:: TASK ITEM ::
Each entry has to be copied exactly, with nothing missed.

:: RECORDS SUPPLIED ::

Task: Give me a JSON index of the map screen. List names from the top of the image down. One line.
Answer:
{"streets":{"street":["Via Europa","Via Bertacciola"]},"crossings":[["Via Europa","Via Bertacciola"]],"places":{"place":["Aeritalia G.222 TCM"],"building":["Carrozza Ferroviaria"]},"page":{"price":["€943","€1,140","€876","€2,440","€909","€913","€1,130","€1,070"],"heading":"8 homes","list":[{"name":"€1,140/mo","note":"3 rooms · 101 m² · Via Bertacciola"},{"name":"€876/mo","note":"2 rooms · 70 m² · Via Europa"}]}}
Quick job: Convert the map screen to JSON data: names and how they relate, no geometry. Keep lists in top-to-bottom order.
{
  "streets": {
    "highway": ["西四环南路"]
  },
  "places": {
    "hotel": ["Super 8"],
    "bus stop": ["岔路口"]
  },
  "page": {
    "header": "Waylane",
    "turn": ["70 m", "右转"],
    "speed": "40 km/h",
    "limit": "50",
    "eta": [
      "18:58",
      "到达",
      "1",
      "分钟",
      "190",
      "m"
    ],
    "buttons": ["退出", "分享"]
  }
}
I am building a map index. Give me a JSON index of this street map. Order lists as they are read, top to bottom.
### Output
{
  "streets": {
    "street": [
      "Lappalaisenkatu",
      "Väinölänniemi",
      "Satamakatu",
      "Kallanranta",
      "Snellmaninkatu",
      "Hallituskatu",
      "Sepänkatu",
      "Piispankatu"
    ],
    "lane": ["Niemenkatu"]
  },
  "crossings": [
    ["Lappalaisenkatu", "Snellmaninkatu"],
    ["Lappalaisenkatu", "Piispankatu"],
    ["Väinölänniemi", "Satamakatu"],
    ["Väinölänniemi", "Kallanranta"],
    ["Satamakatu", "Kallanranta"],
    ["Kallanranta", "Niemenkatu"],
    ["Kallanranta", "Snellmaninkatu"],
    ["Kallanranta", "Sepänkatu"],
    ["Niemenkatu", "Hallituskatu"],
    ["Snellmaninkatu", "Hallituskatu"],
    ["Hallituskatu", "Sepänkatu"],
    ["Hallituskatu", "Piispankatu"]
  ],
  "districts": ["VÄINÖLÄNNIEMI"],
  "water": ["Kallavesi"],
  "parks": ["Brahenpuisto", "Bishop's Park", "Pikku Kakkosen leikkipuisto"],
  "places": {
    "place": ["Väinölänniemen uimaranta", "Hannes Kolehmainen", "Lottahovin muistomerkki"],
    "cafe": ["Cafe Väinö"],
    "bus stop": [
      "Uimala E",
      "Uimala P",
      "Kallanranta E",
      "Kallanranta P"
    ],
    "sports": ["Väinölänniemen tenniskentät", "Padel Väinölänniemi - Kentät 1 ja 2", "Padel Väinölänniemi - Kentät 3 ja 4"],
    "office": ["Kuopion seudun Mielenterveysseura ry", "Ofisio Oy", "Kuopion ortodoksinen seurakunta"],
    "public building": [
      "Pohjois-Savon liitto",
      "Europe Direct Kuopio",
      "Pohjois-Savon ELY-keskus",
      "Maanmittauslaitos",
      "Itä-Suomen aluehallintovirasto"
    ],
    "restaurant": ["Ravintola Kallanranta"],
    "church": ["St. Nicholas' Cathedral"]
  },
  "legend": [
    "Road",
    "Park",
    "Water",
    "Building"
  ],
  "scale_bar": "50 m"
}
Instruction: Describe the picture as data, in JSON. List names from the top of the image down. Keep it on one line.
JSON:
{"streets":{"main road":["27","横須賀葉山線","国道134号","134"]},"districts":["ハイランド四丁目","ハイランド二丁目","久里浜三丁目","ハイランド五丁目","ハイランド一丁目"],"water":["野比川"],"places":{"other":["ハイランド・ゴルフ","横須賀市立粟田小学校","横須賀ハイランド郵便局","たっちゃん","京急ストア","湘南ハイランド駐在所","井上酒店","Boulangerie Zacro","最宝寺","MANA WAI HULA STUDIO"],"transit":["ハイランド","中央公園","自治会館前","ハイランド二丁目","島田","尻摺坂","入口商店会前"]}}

:: ANSWER TO THIS EXERCISE ::
Task: Give me a JSON index of the map screen. List names from the top of the image down. One line.
Answer:
{"streets":{"street":["Via Europa","Via Bertacciola"]},"crossings":[["Via Europa","Via Bertacciola"]],"places":{"place":["Aeritalia G.222 TCM"],"building":["Carrozza Ferroviaria"]},"page":{"price":["€943","€1,140","€876","€2,440","€909","€913","€1,130","€1,070"],"heading":"8 homes","list":[{"name":"€1,140/mo","note":"3 rooms · 101 m² · Via Bertacciola"},{"name":"€876/mo","note":"2 rooms · 70 m² · Via Europa"}]}}
Quick job: Convert the map screen to JSON data: names and how they relate, no geometry. Keep lists in top-to-bottom order.
{
  "streets": {
    "highway": ["西四环南路"]
  },
  "places": {
    "hotel": ["Super 8"],
    "bus stop": ["岔路口"]
  },
  "page": {
    "header": "Waylane",
    "turn": ["70 m", "右转"],
    "speed": "40 km/h",
    "limit": "50",
    "eta": [
      "18:58",
      "到达",
      "1",
      "分钟",
      "190",
      "m"
    ],
    "buttons": ["退出", "分享"]
  }
}
I am building a map index. Give me a JSON index of this street map. Order lists as they are read, top to bottom.
### Output
{
  "streets": {
    "street": [
      "Lappalaisenkatu",
      "Väinölänniemi",
      "Satamakatu",
      "Kallanranta",
      "Snellmaninkatu",
      "Hallituskatu",
      "Sepänkatu",
      "Piispankatu"
    ],
    "lane": ["Niemenkatu"]
  },
  "crossings": [
    ["Lappalaisenkatu", "Snellmaninkatu"],
    ["Lappalaisenkatu", "Piispankatu"],
    ["Väinölänniemi", "Satamakatu"],
    ["Väinölänniemi", "Kallanranta"],
    ["Satamakatu", "Kallanranta"],
    ["Kallanranta", "Niemenkatu"],
    ["Kallanranta", "Snellmaninkatu"],
    ["Kallanranta", "Sepänkatu"],
    ["Niemenkatu", "Hallituskatu"],
    ["Snellmaninkatu", "Hallituskatu"],
    ["Hallituskatu", "Sepänkatu"],
    ["Hallituskatu", "Piispankatu"]
  ],
  "districts": ["VÄINÖLÄNNIEMI"],
  "water": ["Kallavesi"],
  "parks": ["Brahenpuisto", "Bishop's Park", "Pikku Kakkosen leikkipuisto"],
  "places": {
    "place": ["Väinölänniemen uimaranta", "Hannes Kolehmainen", "Lottahovin muistomerkki"],
    "cafe": ["Cafe Väinö"],
    "bus stop": [
      "Uimala E",
      "Uimala P",
      "Kallanranta E",
      "Kallanranta P"
    ],
    "sports": ["Väinölänniemen tenniskentät", "Padel Väinölänniemi - Kentät 1 ja 2", "Padel Väinölänniemi - Kentät 3 ja 4"],
    "office": ["Kuopion seudun Mielenterveysseura ry", "Ofisio Oy", "Kuopion ortodoksinen seurakunta"],
    "public building": [
      "Pohjois-Savon liitto",
      "Europe Direct Kuopio",
      "Pohjois-Savon ELY-keskus",
      "Maanmittauslaitos",
      "Itä-Suomen aluehallintovirasto"
    ],
    "restaurant": ["Ravintola Kallanranta"],
    "church": ["St. Nicholas' Cathedral"]
  },
  "legend": [
    "Road",
    "Park",
    "Water",
    "Building"
  ],
  "scale_bar": "50 m"
}
Instruction: Describe the picture as data, in JSON. List names from the top of the image down. Keep it on one line.
JSON:
{"streets":{"main road":["27","横須賀葉山線","国道134号","134"]},"districts":["ハイランド四丁目","ハイランド二丁目","久里浜三丁目","ハイランド五丁目","ハイランド一丁目"],"water":["野比川"],"places":{"other":["ハイランド・ゴルフ","横須賀市立粟田小学校","横須賀ハイランド郵便局","たっちゃん","京急ストア","湘南ハイランド駐在所","井上酒店","Boulangerie Zacro","最宝寺","MANA WAI HULA STUDIO"],"transit":["ハイランド","中央公園","自治会館前","ハイランド二丁目","島田","尻摺坂","入口商店会前"]}}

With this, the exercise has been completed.